Work request: The whole answer is the data below, retyped exactly.

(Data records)
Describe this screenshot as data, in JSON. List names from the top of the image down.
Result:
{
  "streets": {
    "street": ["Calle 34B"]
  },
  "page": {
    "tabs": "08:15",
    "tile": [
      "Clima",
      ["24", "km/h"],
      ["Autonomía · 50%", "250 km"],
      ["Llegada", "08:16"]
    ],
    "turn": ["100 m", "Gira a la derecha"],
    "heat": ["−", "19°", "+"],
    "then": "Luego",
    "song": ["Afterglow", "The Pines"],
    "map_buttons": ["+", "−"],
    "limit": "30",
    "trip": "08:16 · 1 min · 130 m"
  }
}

Task answer:
Describe this screenshot as data, in JSON. List names from the top of the image down.
Result:
{
  "streets": {
    "street": ["Calle 34B"]
  },
  "page": {
    "tabs": "08:15",
    "tile": [
      "Clima",
      ["24", "km/h"],
      ["Autonomía · 50%", "250 km"],
      ["Llegada", "08:16"]
    ],
    "turn": ["100 m", "Gira a la derecha"],
    "heat": ["−", "19°", "+"],
    "then": "Luego",
    "song": ["Afterglow", "The Pines"],
    "map_buttons": ["+", "−"],
    "limit": "30",
    "trip": "08:16 · 1 min · 130 m"
  }
}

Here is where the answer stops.